## About this exercise
Quote only the span from the first line of the entries to the line containing "height:140px; padding:10px 25px", both ends kept. Leave every picture out.

### Supplied information

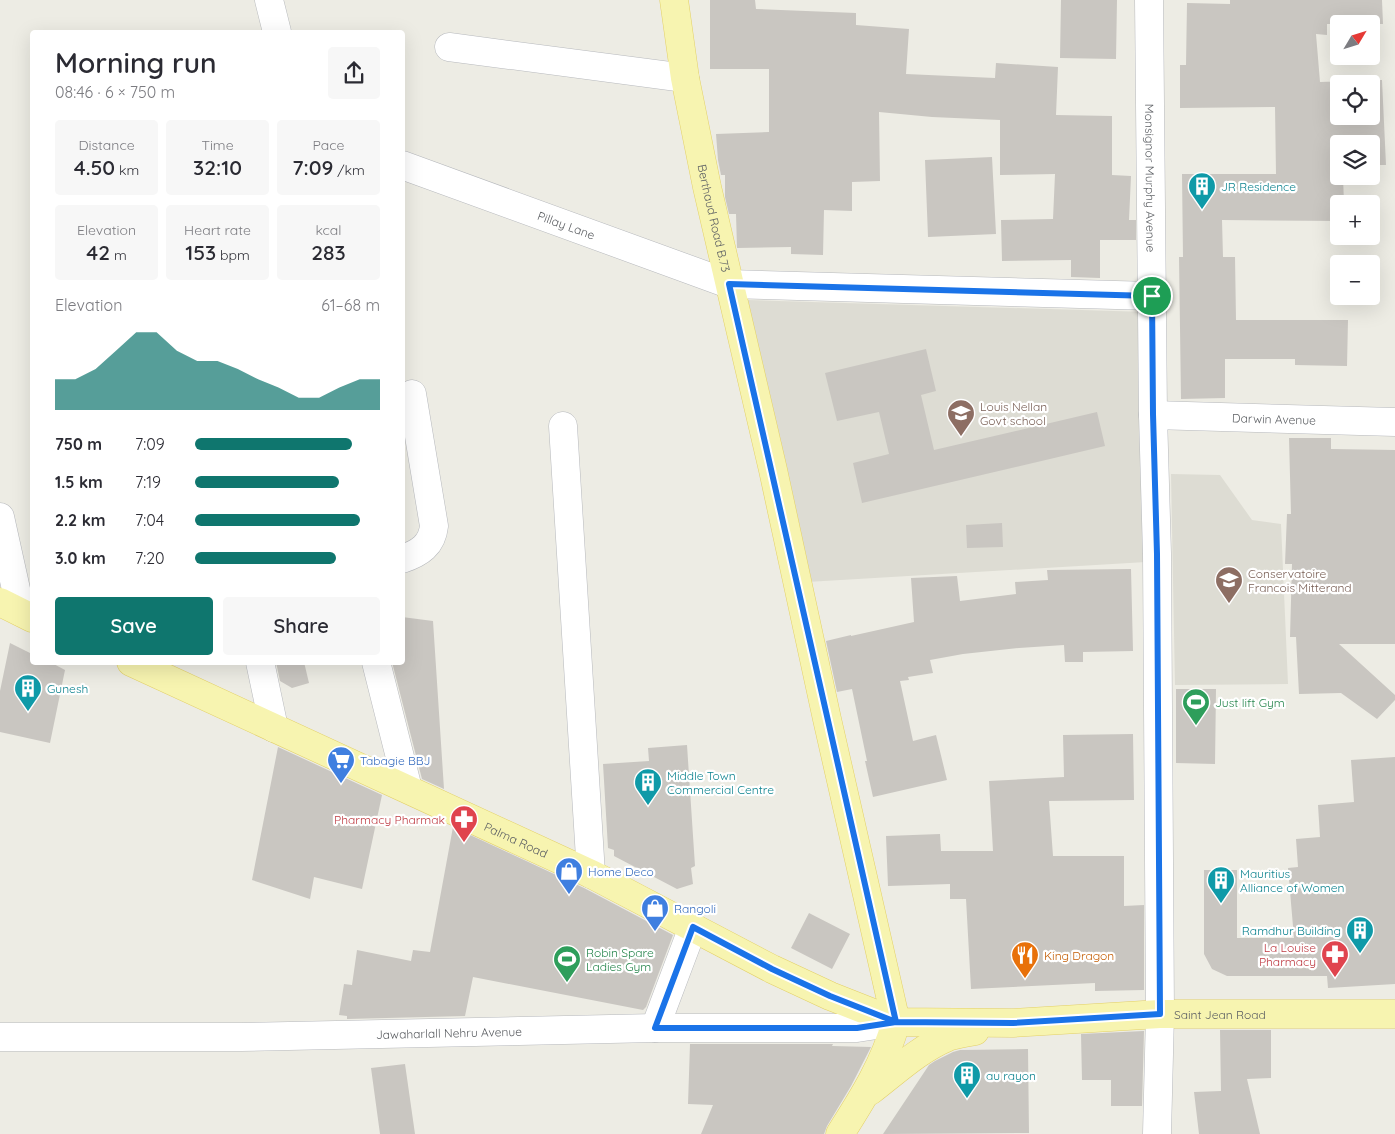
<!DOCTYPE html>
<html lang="en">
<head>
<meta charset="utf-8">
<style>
  :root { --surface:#fff; --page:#f7f7f7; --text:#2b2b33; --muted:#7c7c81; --accent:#0f766e }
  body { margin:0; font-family:Quicksand,sans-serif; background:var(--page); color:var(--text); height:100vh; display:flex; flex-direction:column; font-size:19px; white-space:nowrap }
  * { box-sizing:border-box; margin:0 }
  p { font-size:16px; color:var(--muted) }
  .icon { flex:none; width:28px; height:28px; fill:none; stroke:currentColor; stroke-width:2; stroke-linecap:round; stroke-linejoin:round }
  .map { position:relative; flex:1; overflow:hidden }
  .drawer { position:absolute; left:30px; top:30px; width:375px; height:635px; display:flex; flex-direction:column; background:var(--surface); border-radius:5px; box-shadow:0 5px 20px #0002 }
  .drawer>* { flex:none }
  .needle { width:32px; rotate:52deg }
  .fabs { position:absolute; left:1330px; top:15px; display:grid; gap:10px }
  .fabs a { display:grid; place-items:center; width:50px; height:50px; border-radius:5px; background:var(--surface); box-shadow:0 5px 20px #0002; font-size:25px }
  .pin { position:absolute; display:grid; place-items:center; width:42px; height:42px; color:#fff; margin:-21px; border:2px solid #fff; border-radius:50%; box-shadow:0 1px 5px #0007 }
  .round { display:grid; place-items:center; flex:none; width:52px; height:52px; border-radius:5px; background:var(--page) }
  .summary { display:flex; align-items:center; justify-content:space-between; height:85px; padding:0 25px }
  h1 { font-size:28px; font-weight:600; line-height:38px }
  .metrics { display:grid; grid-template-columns:repeat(3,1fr); gap:8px; height:85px; padding:5px 25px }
  .metrics div { display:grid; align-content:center; border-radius:5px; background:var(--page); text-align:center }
  .metrics b { font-size:21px; font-weight:600 }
  .metrics small { font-size:14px; font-weight:400 }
  .metrics p { font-size:14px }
  .chart { height:140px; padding:10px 25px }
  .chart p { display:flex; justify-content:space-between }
  .chart svg { width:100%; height:90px; margin-top:5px; fill:var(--accent); opacity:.7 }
  .button { display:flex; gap:10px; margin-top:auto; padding:10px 25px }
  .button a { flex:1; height:58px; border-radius:5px; background:var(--accent); color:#fff; font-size:20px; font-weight:600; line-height:58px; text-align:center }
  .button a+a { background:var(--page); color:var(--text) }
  ul { padding:0 25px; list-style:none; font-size:16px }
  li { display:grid; grid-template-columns:80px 60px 1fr; align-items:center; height:38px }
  li i { height:12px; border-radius:6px; background:var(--accent) }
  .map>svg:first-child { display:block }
  .education { fill:#dddcd3 }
  .building { fill:#c9c6c1; fill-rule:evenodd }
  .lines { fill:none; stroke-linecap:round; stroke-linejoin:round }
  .minor-casing { stroke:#b7b9bd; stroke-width:29 }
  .major-casing { stroke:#e3d067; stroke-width:29 }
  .minor { stroke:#fff; stroke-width:28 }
  .major { stroke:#f7f4b0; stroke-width:28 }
  .route-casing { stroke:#fff; stroke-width:10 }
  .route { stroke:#1a73e8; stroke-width:6 }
  .labels { text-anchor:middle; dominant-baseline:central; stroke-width:4.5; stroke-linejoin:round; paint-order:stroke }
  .street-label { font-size:12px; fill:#5c5f63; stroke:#fff }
  .culture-label { font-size:12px; fill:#0d838f; stroke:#fff; text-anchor:start }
  .education-label { font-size:12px; fill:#785e54; stroke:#fff; text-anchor:start }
  .leisure-label { font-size:12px; fill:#27864d; stroke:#fff; text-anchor:start }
  .shop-label { font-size:12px; fill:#366cbe; stroke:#fff; text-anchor:start }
  .health-label { font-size:12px; fill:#be3a42; stroke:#fff; text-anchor:end }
  .food-label { font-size:12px; fill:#c56008; stroke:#fff; text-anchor:start }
</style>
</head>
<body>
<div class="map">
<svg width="1395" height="1134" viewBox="0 0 1395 1134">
  <rect width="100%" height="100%" fill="#edece4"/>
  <path class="education" d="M 747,300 L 1147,312 L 1146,562 L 807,582 Z
    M 1171,474 L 1220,475 L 1252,520 L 1281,524 L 1288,684 L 1175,685 Z"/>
  <path class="building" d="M 710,0 L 755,0 L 756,9 L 856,13 L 856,25 L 909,29 L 906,74 L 995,78 L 996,63 L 1058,67 L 1056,115 L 1112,116 L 1112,175 L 1131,176 L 1129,220 L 1136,220 L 1136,240 L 1100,240 L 1100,278 L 1071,277 L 1071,260 L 1002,261 L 1001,220 L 1053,219 L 1055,174 L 1000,175 L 1000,120 L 932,117 L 879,112 L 880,181 L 852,182 L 852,211 L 824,210 L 823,255 L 791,254 L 791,247 L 737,248 L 736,214 L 729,214 L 725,197 L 725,175 L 721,175 L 718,160 L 716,134 L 769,132 L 769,69 L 710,69 Z
    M 1061,0 L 1117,0 L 1116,59 L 1060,58 Z
    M 1230,0 L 1382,0 L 1383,24 L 1327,24 L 1327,35 L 1316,34 L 1320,82 L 1382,80 L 1386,165 L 1371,165 L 1371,144 L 1339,144 L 1339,176 L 1343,176 L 1344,204 L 1339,204 L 1339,221 L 1222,220 L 1223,257 L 1235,257 L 1236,320 L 1348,320 L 1347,366 L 1295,365 L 1295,359 L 1225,359 L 1225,398 L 1181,399 L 1179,257 L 1183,257 L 1182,174 L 1276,174 L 1275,107 L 1180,108 L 1180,65 L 1186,65 L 1187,3 L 1230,4 ZM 1339,84 L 1371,84 L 1371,116 L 1339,116 Z
    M 992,157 L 996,234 L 928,237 L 925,160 Z
    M 926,349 L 936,391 L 921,395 L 934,450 L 1097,412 L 1105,446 L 862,503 L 853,463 L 889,454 L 879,412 L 837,421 L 825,373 Z
    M 1289,438 L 1331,438 L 1331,449 L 1395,450 L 1395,644 L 1339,644 L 1395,695 L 1395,700 L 1377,719 L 1341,693 L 1299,694 L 1296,637 L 1290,637 L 1292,564 L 1285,564 L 1287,514 L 1291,514 Z
    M 1002,523 L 1003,547 L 967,548 L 966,525 Z
    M 1131,569 L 1133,651 L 1083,652 L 1083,662 L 1065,662 L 1064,645 L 1019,648 L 963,654 L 930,660 L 933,673 L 908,677 L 909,680 L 900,681 L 913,741 L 936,735 L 947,780 L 873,797 L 865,761 L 867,761 L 852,689 L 837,692 L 826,641 L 851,635 L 851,636 L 914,622 L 911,578 L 957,576 L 960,601 L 1016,594 L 1015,582 L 1048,580 L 1047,570 Z
    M 402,617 L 433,621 L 444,789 L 422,779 L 392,662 L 402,662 Z
    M 10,643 L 32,654 L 32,662 L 50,662 L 65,670 L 50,743 L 0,732 L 0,691 Z
    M 276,662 L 304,662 L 309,683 L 292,688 L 280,681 Z
    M 1176,689 L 1216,689 L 1215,764 L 1176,763 Z
    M 1133,734 L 1134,800 L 1049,801 L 1053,856 L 1124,856 L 1124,906 L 1144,905 L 1144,990 L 1095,991 L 1095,983 L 971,989 L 966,899 L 950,899 L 950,884 L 888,886 L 886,836 L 940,834 L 941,851 L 993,851 L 989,781 L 1064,777 L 1063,735 Z
    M 687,745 L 695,866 L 691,868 L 693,884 L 677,889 L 614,856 L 614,850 L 608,848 L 603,764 L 649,761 L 648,748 Z
    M 278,747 L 382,795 L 362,889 L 314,877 L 310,899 L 252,880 Z
    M 1395,757 L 1395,984 L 1328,988 L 1327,976 L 1227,976 L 1212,969 L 1204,954 L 1204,870 L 1237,870 L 1237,938 L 1294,938 L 1288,868 L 1298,867 L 1296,839 L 1320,837 L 1318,805 L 1354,802 L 1351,760 Z
    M 453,827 L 584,888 L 673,935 L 646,1007 L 643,1010 L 473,977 L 465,1016 L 347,1019 L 347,1016 L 339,1015 L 344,984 L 352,985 L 357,950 L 411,961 L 413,950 L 430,952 Z
    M 809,913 L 850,934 L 832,969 L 791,948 Z
    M 1220,1030 L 1271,1030 L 1271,1078 L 1247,1079 L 1260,1134 L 1199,1134 L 1194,1092 L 1221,1091 Z
    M 1144,1031 L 1142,1106 L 1111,1106 L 1111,1080 L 1082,1080 L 1081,1034 Z
    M 690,1044 L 833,1044 L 832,1046 L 871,1047 L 851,1086 L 827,1126 L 824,1134 L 701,1134 L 713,1105 L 688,1104 Z
    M 1028,1049 L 1029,1133 L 883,1134 L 929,1065 L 935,1061 L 953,1052 L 960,1050 Z
    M 405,1064 L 415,1134 L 380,1134 L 371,1068 Z"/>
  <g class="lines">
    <g class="minor-casing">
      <g id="minor">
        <path d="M 269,0 L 277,32"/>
        <path id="s1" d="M 1149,0 L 1153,415 L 1157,554 L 1160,1014 L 1157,1134"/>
        <path d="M 449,47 L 685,78"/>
        <path id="s2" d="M 402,165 L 729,284 L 1152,296"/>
        <path id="s3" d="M 1153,415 L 1395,422"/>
        <path d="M 563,426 L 591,874"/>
        <path d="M 0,517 L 21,612"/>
        <path d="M 402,559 C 420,553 432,545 434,526 L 412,394"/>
        <path d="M 260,662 L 274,728"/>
        <path d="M 376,662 L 408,789"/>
        <path d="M 655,1028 L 693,927"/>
        <path id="s4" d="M 0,1037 L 241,1037 L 655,1028 L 857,1028 L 896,1022"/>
      </g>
    </g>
    <g class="major-casing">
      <g id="major">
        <path id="s5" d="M 674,0 L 685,78 L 707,187 L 773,470 L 827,719 L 896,1022 C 885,1063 863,1098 840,1134"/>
        <path d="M 0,602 L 32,618"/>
        <path id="s6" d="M 131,662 L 591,874 L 772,969 L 830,996 L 896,1022 L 1013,1023 L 1160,1014 L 1395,1014"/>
        <path d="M 870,1091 C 895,1072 919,1049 948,1037 C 956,1034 966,1033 975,1031"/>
      </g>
    </g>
    <use href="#minor" class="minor"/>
    <use href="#major" class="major"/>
  </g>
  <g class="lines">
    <g class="route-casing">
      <path id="route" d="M 1152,296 L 729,284 C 786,530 840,776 896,1022 L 830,996 L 772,969 L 693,927 L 655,1028 L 857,1028 L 896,1022 L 1013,1023 L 1160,1014 L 1157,554 L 1153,414 L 1152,296"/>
    </g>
    <use href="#route" class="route"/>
  </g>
  <defs>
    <g id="building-pin" transform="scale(1.4375)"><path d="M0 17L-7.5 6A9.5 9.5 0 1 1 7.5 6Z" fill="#0f9aa8" stroke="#fff"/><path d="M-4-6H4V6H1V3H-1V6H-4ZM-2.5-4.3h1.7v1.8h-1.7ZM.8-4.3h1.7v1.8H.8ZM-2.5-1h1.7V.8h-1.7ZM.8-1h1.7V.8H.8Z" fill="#fff"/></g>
    <g id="school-pin" transform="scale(1.4375)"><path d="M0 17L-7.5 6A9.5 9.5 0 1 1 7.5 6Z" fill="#8d6e63" stroke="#fff"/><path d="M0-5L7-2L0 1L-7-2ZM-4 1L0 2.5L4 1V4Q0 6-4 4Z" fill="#fff"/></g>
    <g id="stadium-pin" transform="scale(1.4375)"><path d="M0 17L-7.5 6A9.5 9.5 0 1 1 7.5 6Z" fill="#2e9e5b" stroke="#fff"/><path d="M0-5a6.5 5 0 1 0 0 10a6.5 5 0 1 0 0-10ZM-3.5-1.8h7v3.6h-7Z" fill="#fff"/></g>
    <g id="supermarket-pin" transform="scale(1.4375)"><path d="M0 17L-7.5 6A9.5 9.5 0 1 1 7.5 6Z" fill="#3f7fe0" stroke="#fff"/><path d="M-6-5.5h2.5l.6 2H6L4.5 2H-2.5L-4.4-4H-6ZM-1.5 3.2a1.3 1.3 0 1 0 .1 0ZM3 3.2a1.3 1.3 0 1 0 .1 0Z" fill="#fff"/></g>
    <g id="pharmacy-pin" transform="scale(1.4375)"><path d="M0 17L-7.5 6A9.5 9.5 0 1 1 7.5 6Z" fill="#e0444e" stroke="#fff"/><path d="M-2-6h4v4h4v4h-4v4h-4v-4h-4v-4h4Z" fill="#fff"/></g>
    <g id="shop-pin" transform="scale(1.4375)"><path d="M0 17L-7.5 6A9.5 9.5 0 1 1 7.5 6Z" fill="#3f7fe0" stroke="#fff"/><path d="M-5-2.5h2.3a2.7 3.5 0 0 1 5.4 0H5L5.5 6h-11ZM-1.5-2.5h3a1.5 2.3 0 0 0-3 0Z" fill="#fff"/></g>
    <g id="restaurant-pin" transform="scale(1.4375)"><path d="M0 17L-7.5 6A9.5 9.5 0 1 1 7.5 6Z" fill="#e8710a" stroke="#fff"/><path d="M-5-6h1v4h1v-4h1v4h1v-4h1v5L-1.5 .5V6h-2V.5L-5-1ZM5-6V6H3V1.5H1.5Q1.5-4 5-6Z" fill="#fff"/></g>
  </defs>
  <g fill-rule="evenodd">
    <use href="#building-pin" x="1202" y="186"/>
    <use href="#school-pin" x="961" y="413"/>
    <use href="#school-pin" x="1229" y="580"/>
    <use href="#building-pin" x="28" y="688"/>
    <use href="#stadium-pin" x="1196" y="702"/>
    <use href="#supermarket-pin" x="341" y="760"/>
    <use href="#building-pin" x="648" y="782"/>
    <use href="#pharmacy-pin" x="464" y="819"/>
    <use href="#shop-pin" x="569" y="871"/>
    <use href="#building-pin" x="1221" y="880"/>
    <use href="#shop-pin" x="655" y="908"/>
    <use href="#building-pin" x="1360" y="930"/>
    <use href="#pharmacy-pin" x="1335" y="954"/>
    <use href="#restaurant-pin" x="1025" y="955"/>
    <use href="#stadium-pin" x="567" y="959"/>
    <use href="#building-pin" x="967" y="1075"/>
  </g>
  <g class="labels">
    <g class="street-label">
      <text stroke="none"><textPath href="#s1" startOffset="178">Monsignor Murphy Avenue</textPath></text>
      <text stroke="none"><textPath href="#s5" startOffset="222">Berthaud Road B.73</textPath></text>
      <text stroke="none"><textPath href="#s2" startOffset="175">Pillay Lane</textPath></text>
      <text stroke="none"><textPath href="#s3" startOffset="121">Darwin Avenue</textPath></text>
      <text stroke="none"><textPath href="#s6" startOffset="424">Palma Road</textPath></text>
      <text stroke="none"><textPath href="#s6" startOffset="1170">Saint Jean Road</textPath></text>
      <text stroke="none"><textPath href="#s4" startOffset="449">Jawaharlall Nehru Avenue</textPath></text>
    </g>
    <g class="culture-label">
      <text x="1221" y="186">JR Residence</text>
      <text x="47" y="688">Gunesh</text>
      <text x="667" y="775">Middle Town<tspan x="667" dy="14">Commercial Centre</tspan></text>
      <text x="1240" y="873">Mauritius<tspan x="1240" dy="14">Alliance of Women</tspan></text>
      <text x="1341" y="930" text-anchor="end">Ramdhur Building</text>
      <text x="986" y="1075">au rayon</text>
    </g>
    <g class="education-label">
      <text x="980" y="406">Louis Nellan<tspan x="980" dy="14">Govt school</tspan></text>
      <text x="1248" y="573">Conservatoire<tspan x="1248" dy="14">Francois Mitterand</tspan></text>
    </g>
    <g class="leisure-label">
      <text x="1215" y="702">Just lift Gym</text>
      <text x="586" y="952">Robin Spare<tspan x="586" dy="14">Ladies Gym</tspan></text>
    </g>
    <g class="shop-label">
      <text x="360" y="760">Tabagie BBJ</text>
      <text x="588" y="871">Home Deco</text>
      <text x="674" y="908">Rangoli</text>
    </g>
    <g class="health-label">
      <text x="445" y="819">Pharmacy Pharmak</text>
      <text x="1316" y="947">La Louise<tspan x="1316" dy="14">Pharmacy</tspan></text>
    </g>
    <g class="food-label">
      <text x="1044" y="955">King Dragon</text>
    </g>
  </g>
</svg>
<div class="fabs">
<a><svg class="needle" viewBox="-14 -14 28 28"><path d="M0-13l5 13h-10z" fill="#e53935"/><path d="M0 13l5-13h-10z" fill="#7c7c81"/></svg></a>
<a><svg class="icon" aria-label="locate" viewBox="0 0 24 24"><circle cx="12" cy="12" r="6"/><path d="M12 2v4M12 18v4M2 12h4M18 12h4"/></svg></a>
<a><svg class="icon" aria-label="layers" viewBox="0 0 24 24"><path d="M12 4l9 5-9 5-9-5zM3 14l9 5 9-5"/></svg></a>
<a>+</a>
<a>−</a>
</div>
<div class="pin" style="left:1152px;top:296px;background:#1e9e55"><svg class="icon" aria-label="arrive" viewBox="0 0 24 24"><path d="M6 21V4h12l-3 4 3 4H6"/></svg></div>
<section class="drawer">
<div class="summary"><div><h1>Morning run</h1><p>08:46 · 6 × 750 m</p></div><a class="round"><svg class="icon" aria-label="share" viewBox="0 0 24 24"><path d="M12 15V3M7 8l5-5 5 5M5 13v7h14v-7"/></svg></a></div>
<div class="metrics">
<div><p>Distance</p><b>4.50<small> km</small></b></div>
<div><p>Time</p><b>32:10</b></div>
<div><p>Pace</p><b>7:09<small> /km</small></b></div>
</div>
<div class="metrics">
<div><p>Elevation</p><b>42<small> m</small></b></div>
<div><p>Heart rate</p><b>153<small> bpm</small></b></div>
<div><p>kcal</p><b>283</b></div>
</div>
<div class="chart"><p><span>Elevation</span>61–68 m</p>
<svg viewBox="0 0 160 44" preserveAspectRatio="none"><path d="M0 44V29L10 29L20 24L30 15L40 6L50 6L60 15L70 20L80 20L90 24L100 29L110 33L120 38L130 38L140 33L150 29L160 29V44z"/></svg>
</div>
<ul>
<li><b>750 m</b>7:09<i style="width:85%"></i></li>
<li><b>1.5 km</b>7:19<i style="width:78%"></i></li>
<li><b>2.2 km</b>7:04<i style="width:89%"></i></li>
<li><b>3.0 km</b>7:20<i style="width:76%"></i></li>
</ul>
<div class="button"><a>Save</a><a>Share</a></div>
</section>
</div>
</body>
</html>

######

## Answer box
<!DOCTYPE html>
<html lang="en">
<head>
<meta charset="utf-8">
<style>
  :root { --surface:#fff; --page:#f7f7f7; --text:#2b2b33; --muted:#7c7c81; --accent:#0f766e }
  body { margin:0; font-family:Quicksand,sans-serif; background:var(--page); color:var(--text); height:100vh; display:flex; flex-direction:column; font-size:19px; white-space:nowrap }
  * { box-sizing:border-box; margin:0 }
  p { font-size:16px; color:var(--muted) }
  .icon { flex:none; width:28px; height:28px; fill:none; stroke:currentColor; stroke-width:2; stroke-linecap:round; stroke-linejoin:round }
  .map { position:relative; flex:1; overflow:hidden }
  .drawer { position:absolute; left:30px; top:30px; width:375px; height:635px; display:flex; flex-direction:column; background:var(--surface); border-radius:5px; box-shadow:0 5px 20px #0002 }
  .drawer>* { flex:none }
  .needle { width:32px; rotate:52deg }
  .fabs { position:absolute; left:1330px; top:15px; display:grid; gap:10px }
  .fabs a { display:grid; place-items:center; width:50px; height:50px; border-radius:5px; background:var(--surface); box-shadow:0 5px 20px #0002; font-size:25px }
  .pin { position:absolute; display:grid; place-items:center; width:42px; height:42px; color:#fff; margin:-21px; border:2px solid #fff; border-radius:50%; box-shadow:0 1px 5px #0007 }
  .round { display:grid; place-items:center; flex:none; width:52px; height:52px; border-radius:5px; background:var(--page) }
  .summary { display:flex; align-items:center; justify-content:space-between; height:85px; padding:0 25px }
  h1 { font-size:28px; font-weight:600; line-height:38px }
  .metrics { display:grid; grid-template-columns:repeat(3,1fr); gap:8px; height:85px; padding:5px 25px }
  .metrics div { display:grid; align-content:center; border-radius:5px; background:var(--page); text-align:center }
  .metrics b { font-size:21px; font-weight:600 }
  .metrics small { font-size:14px; font-weight:400 }
  .metrics p { font-size:14px }
  .chart { height:140px; padding:10px 25px }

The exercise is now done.